--- START ---

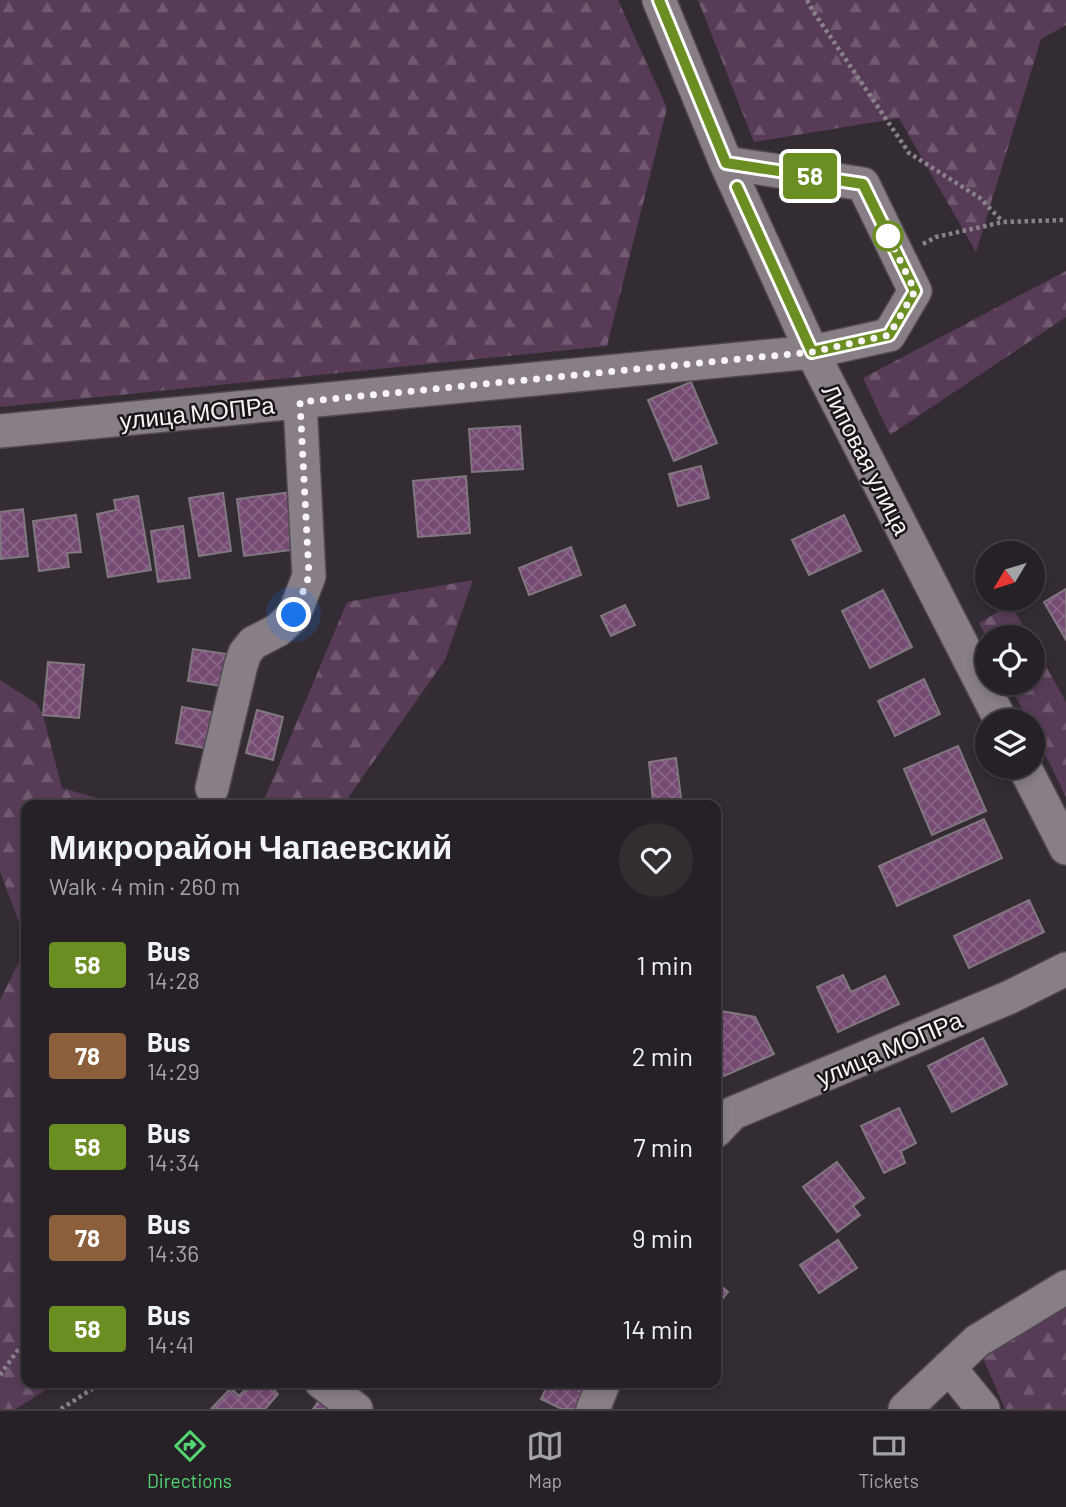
<!DOCTYPE html>
<html lang="en">
<head>
<meta charset="utf-8">
<style>
  :root { --surface:#262126; --page:#322e32; --text:#f1f3f6; --muted:#a4a3a7; --line:#423e43; --accent:#53d672 }
  body { margin:0; font-family:Barlow,sans-serif; background:var(--page); color:var(--text); height:100vh; display:flex; flex-direction:column; font-size:26px; white-space:nowrap }
  * { box-sizing:border-box; margin:0 }
  p { font-size:23px; color:var(--muted) }
  .icon { flex:none; width:38px; height:38px; fill:none; stroke:currentColor; stroke-width:2; stroke-linecap:round; stroke-linejoin:round }
  .map { position:relative; flex:1; overflow:hidden }
  .drawer { position:absolute; left:21px; top:800px; width:700px; height:588px; display:flex; flex-direction:column; background:var(--surface); border-radius:14px; box-shadow:0 4px 10px #0003,0 0 0 2px var(--line) }
  .drawer>* { flex:none }
  .badge { padding:0 14px; border-radius:5px; font-size:24px; line-height:46px }
  .needle { width:46px; rotate:232deg }
  .tools { position:absolute; left:975px; top:541px; display:grid; gap:14px }
  .tools a { display:grid; place-items:center; width:70px; height:70px; border-radius:50%; background:var(--surface); box-shadow:0 4px 10px #0003,0 0 0 2px var(--line); font-size:35px }
  .you { position:absolute; width:35px; height:35px; margin:-18px; border:5px solid #fff; border-radius:50%; background:#1a73e8; box-shadow:0 0 0 10px #1a73e833 }
  .map>.badge { position:absolute; translate:-50% -50%; box-shadow:0 0 0 4px #fff }
  .round { display:grid; place-items:center; flex:none; width:74px; height:74px; border-radius:37px; background:var(--page) }
  .overview { display:flex; align-items:center; justify-content:space-between; height:119px; padding:0 28px }
  h1 { font-size:33px; font-weight:700; line-height:52px }
  ul { padding:0; list-style:none }
  li { display:flex; align-items:center; gap:21px; height:91px; padding:0 28px }
  li div { flex:1 }
  li b { display:block; font-size:26px }
  li em { font-style:normal }
  li .badge { min-width:77px; font-weight:700; text-align:center }
  .menu { display:flex; justify-content:space-around; align-items:center; height:98px; border-top:2px solid var(--line); background:var(--surface); font-size:19px; color:var(--muted) }
  .menu a { display:grid; justify-items:center; gap:4px }
  .menu .active { color:var(--accent) }
  .map>svg:first-child { display:block }
</style>
</head>
<body>
<div class="map">
<svg width="1066" height="1409" viewBox="0 0 1066 1409">
  <defs>
    <pattern id="forest-firs" width="22" height="20" patternUnits="userSpaceOnUse" patternTransform="scale(1.75)"><rect width="22" height="20" fill="#583c57"/><path d="M5 1l3.5 6h-7zM16 11l3.5 6h-7z" fill="#715970"/></pattern>
    <pattern id="building-cross-hatch" width="8" height="8" patternUnits="userSpaceOnUse" patternTransform="scale(1.75)"><rect width="8" height="8" fill="#754a73"/><path d="M0 0l8 8M0 8l8-8" fill="none" stroke="#896588"/></pattern>
  </defs>
  <rect width="100%" height="100%" fill="#332c33"/>
  <path fill="url(#forest-firs)" d="M0 0H618L667 108 607 346 0 407Z
    M698 0H1066V25L1041 39 976 252 899 118 754 142Z
    M1066 271V317L890 435 863 378Z
    M473 580 445 660 343 805H262L347 602Z
    M1011 604 1029 637H987V638L979 623Z
    M1033 643 1066 702V797L1033 730 1032 721H1028L1009 683 1032 682Z
    M0 680 36 703 43 715 62 788 121 805H26V942L0 871Z
    M26 948V1382L57 1383 16 1409H0V1000Z
    M1066 1303V1409H1005L980 1351Z"/>
  <path fill="url(#building-cross-hatch)" stroke="#80777f" stroke-width="2" d="M691 382 717 443 674 461 648 400Z
    M520 426 523 469 472 472 469 429Z
    M701 466 709 498 678 506 669 474Z
    M466 476 470 533 418 537 413 481Z
    M300 491 307 548 244 556 237 499Z
    M223 493 231 551 199 556 189 498Z
    M138 496 151 570 108 577 97 514 116 510 114 500Z
    M23 509 28 556 1 559 0 512Z
    M76 515 81 552 67 553 69 567 39 571 33 521Z
    M844 515 861 551 809 575 792 540Z
    M183 526 190 578 158 582 151 531Z
    M571 547 581 575 529 595 519 568Z
    M1066 589V640L1044 602Z
    M883 590 912 647 870 668 842 611Z
    M625 605 635 625 611 636 601 616Z
    M193 649 233 655 228 687 188 681Z
    M48 662 84 665 79 718 43 715Z
    M924 679 940 714 895 736 878 701Z
    M182 707 223 714 216 750 176 743Z
    M257 710 283 717 273 760 246 753Z
    M958 746 986 811 932 835 904 769Z
    M676 758 681 798 653 801 649 762Z
    M984 819 1002 858 897 906 879 866Z
    M1029 900 1044 932 969 968 954 936Z
    M843 975 851 992 885 976 899 1004 838 1032 817 987Z
    M716 1010 755 1017 774 1054 722 1077 716 1060Z
    M983 1038 1007 1084 952 1112 928 1066Z
    M899 1108 916 1143 901 1151 905 1163 884 1173 861 1126Z
    M837 1162 864 1198 853 1206 860 1215 837 1232 803 1187Z
    M838 1240 857 1268 819 1293 800 1265Z
    M716 1282 728 1292 716 1307Z
    M252 1382H266L278 1394 265 1409H211L231 1388 239 1396Z
    M549 1382H587L582 1409H562L541 1399Z
    M327 1390 347 1409H313Z"/>
  <g fill="none" stroke-linecap="round" stroke-linejoin="round">
    <defs>
      <path id="minor" d="M659 0 726 163 812 352 1001 721
        M0 431 812 352 889 335 915 291 863 184 726 163
        M1024 766 1066 848
        M212 788 241 665 245 653 253 643 278 630 294 615 309 576 300 402
        M716 1131 733 1113 1010 997 1066 969
        M949 1367 983 1409
        M321 1382 356 1409
        M593 1409 604 1382
        M905 1409 977 1341 1066 1287"/>
    </defs>
    <use href="#minor" stroke="#504a50" stroke-width="36"/>
    <path stroke="#898389" stroke-width="4.5" stroke-dasharray="3.5 3.5" stroke-linecap="butt" d="M807 0 813 11 909 153 980 198 1003 222
      M923 244 936 237 1003 222 1066 220
      M0 1375 20 1347 26 1346
      M61 1409 103 1382"/>
    <use href="#minor" stroke="#877e86" stroke-width="33"/>
  </g>
  <g fill="none" stroke-linecap="round" stroke-linejoin="round">
    <defs>
      <path id="line" d="M659 0 726 163 863 184 915 291 889 335 812 352 737 187"/>
    </defs>
    <use href="#line" stroke="#fff" stroke-width="16"/>
    <use href="#line" stroke="#6b8e23" stroke-width="10"/>
    <path stroke="#f8f3f7" stroke-width="7" stroke-dasharray="0 12.6" d="M294 615 309 576 300 402 812 352 889 335 915 291 888 236"/>
  </g>
  <circle fill="#fff" stroke="#6b8e23" stroke-width="3.5" cx="888" cy="236" r="14"/>
  <g text-anchor="middle" dominant-baseline="central" stroke-width="5" stroke-linejoin="round" paint-order="stroke">
    <g font-size="24" fill="#f8f3f7" stroke="#191619">
      <text transform="translate(197 412) rotate(-6)">улица МОПРа</text>
      <text transform="translate(867 459) rotate(63)">Липовая улица</text>
      <text transform="translate(889 1048) rotate(-23)">улица МОПРа</text>
    </g>
  </g>
</svg>
<div class="tools">
<a><svg class="needle" viewBox="-14 -14 28 28"><path d="M0-13l5 13h-10z" fill="#e53935"/><path d="M0 13l5-13h-10z" fill="#a4a3a7"/></svg></a>
<a><svg class="icon" aria-label="locate" viewBox="0 0 24 24"><circle cx="12" cy="12" r="6"/><path d="M12 2v4M12 18v4M2 12h4M18 12h4"/></svg></a>
<a><svg class="icon" aria-label="layers" viewBox="0 0 24 24"><path d="M12 4l9 5-9 5-9-5zM3 14l9 5 9-5"/></svg></a>
</div>
<div class="you" style="left:294px;top:615px"></div>
<b class="badge" style="left:810px;top:176px;background:#6b8e23;color:#fff">58</b>
<section class="drawer">
<div class="overview"><div><h1>Микрорайон Чапаевский</h1><p>Walk · 4 min · 260 m</p></div><a class="round"><svg class="icon" aria-label="heart" viewBox="0 0 24 24"><path d="M12 20l-8-8c-3-5 5-10 8-4 3-6 11-1 8 4z"/></svg></a></div>
<ul>
<li><span class="badge" style="background:#6b8e23;color:#fff">58</span><div><b>Bus</b><p>14:28</p></div><em>1 min</em></li>
<li><span class="badge" style="background:#8b5e3c;color:#fff">78</span><div><b>Bus</b><p>14:29</p></div><em>2 min</em></li>
<li><span class="badge" style="background:#6b8e23;color:#fff">58</span><div><b>Bus</b><p>14:34</p></div><em>7 min</em></li>
<li><span class="badge" style="background:#8b5e3c;color:#fff">78</span><div><b>Bus</b><p>14:36</p></div><em>9 min</em></li>
<li><span class="badge" style="background:#6b8e23;color:#fff">58</span><div><b>Bus</b><p>14:41</p></div><em>14 min</em></li>
</ul>
</section>
</div>
<nav class="menu">
<a class="active"><svg class="icon" aria-label="directions" viewBox="0 0 24 24"><path d="M12 3l9 9-9 9-9-9zM9 14v-3h6M13 9l2 2-2 2"/></svg>Directions</a>
<a><svg class="icon" aria-label="map" viewBox="0 0 24 24"><path d="M3 6l6-2 6 2 6-2v14l-6 2-6-2-6 2zM9 4v14M15 6v14"/></svg>Map</a>
<a><svg class="icon" aria-label="tickets" viewBox="0 0 24 24"><path d="M3 7h18v10H3zM15 7v10"/></svg>Tickets</a>
</nav>
</body>
</html>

--- END ---

• _What is required_: Beginning with the line above that contains "padding:0 14px; border-radius:5px;", copy each line exactly up to and including the line that contains "position:absolute; left:975px; top:541px;", and go no further.

• _Exercise solution_:
  .badge { padding:0 14px; border-radius:5px; font-size:24px; line-height:46px }
  .needle { width:46px; rotate:232deg }
  .tools { position:absolute; left:975px; top:541px; display:grid; gap:14px }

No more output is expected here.